◆ What needs to be done ◆
Give back the whole listing exactly as written, leaving out each picture.

===== Supplied information

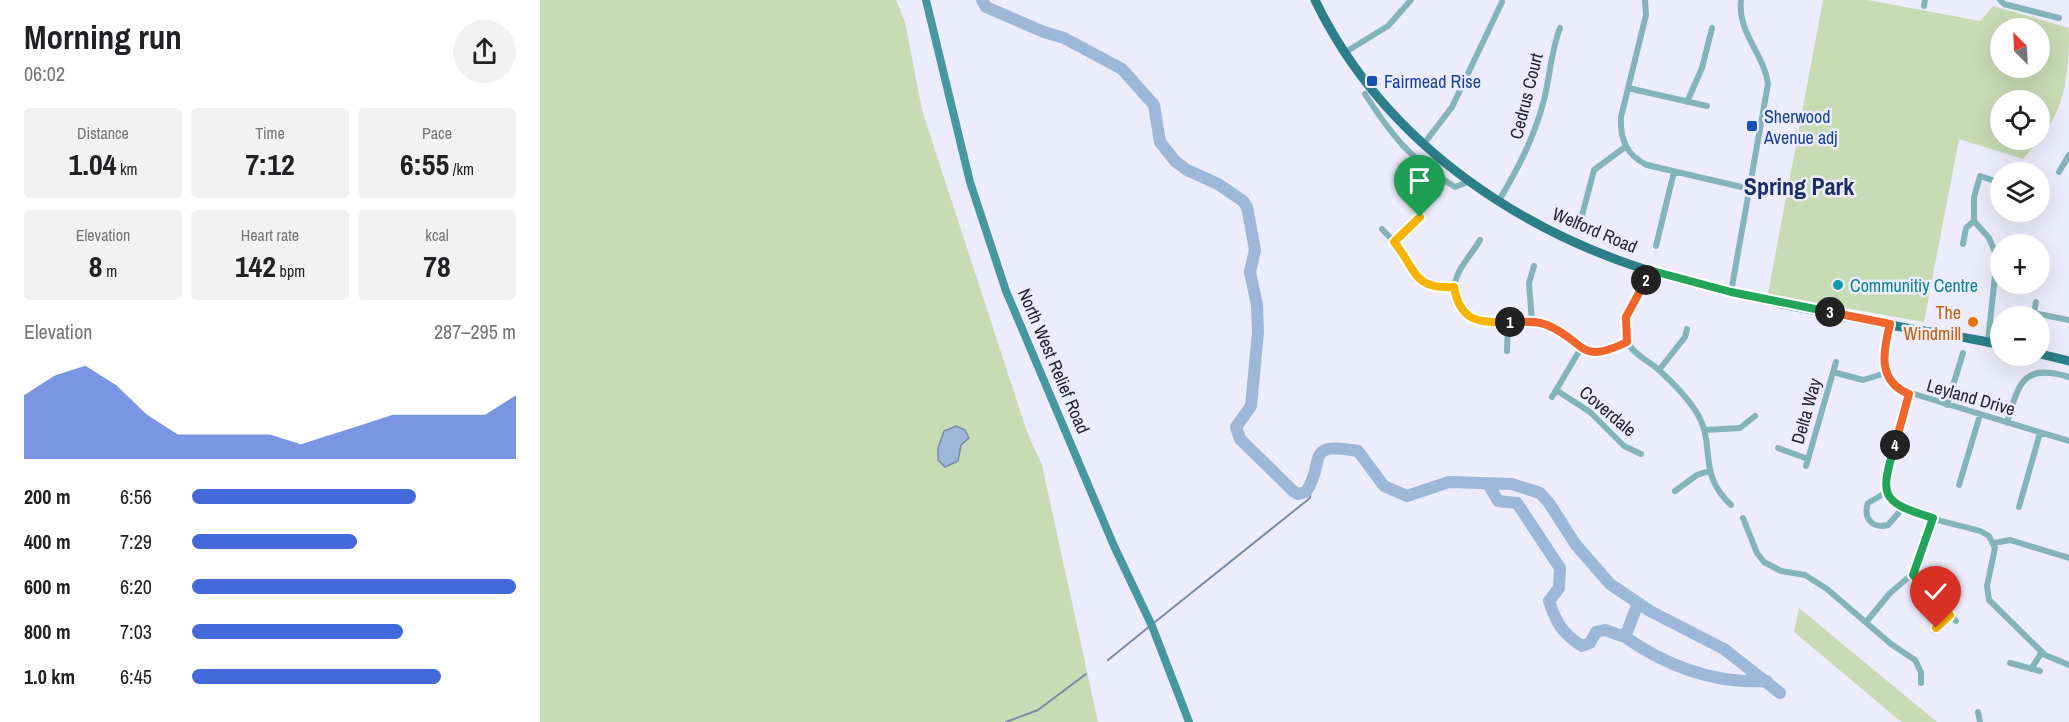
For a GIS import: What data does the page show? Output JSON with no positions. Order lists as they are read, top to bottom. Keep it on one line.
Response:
{"streets":{"main road":["Welford Road"],"street":["Cedrus Court","North West Relief Road","Leyland Drive","Coverdale","Delta Way"]},"crossings":[["Cedrus Court","Welford Road"],["Leyland Drive","Delta Way"]],"districts":["Spring Park"],"places":{"transit":["Fairmead Rise","Sherwood Avenue adj"],"other":["Communitiy Centre","The Windmill"]},"north":"top left","page":{"heading":["Morning run","06:02"],"map_buttons":["+","−"],"stats":[["Distance","1.04 km"],["Time","7:12"],["Pace","6:55 /km"],["Elevation","8 m"],["Heart rate","142 bpm"],["kcal","78"]],"pins":["2","3","1","4"],"chart":["Elevation","287–295 m"],"list":[{"name":"200 m","note":"6:56"},{"name":"400 m","note":"7:29"},{"name":"600 m","note":"6:20"},{"name":"800 m","note":"7:03"},{"name":"1.0 km","note":"6:45"}]}}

==========

◆ Answer box ◆
For a GIS import: What data does the page show? Output JSON with no positions. Order lists as they are read, top to bottom. Keep it on one line.
Response:
{"streets":{"main road":["Welford Road"],"street":["Cedrus Court","North West Relief Road","Leyland Drive","Coverdale","Delta Way"]},"crossings":[["Cedrus Court","Welford Road"],["Leyland Drive","Delta Way"]],"districts":["Spring Park"],"places":{"transit":["Fairmead Rise","Sherwood Avenue adj"],"other":["Communitiy Centre","The Windmill"]},"north":"top left","page":{"heading":["Morning run","06:02"],"map_buttons":["+","−"],"stats":[["Distance","1.04 km"],["Time","7:12"],["Pace","6:55 /km"],["Elevation","8 m"],["Heart rate","142 bpm"],["kcal","78"]],"pins":["2","3","1","4"],"chart":["Elevation","287–295 m"],"list":[{"name":"200 m","note":"6:56"},{"name":"400 m","note":"7:29"},{"name":"600 m","note":"6:20"},{"name":"800 m","note":"7:03"},{"name":"1.0 km","note":"6:45"}]}}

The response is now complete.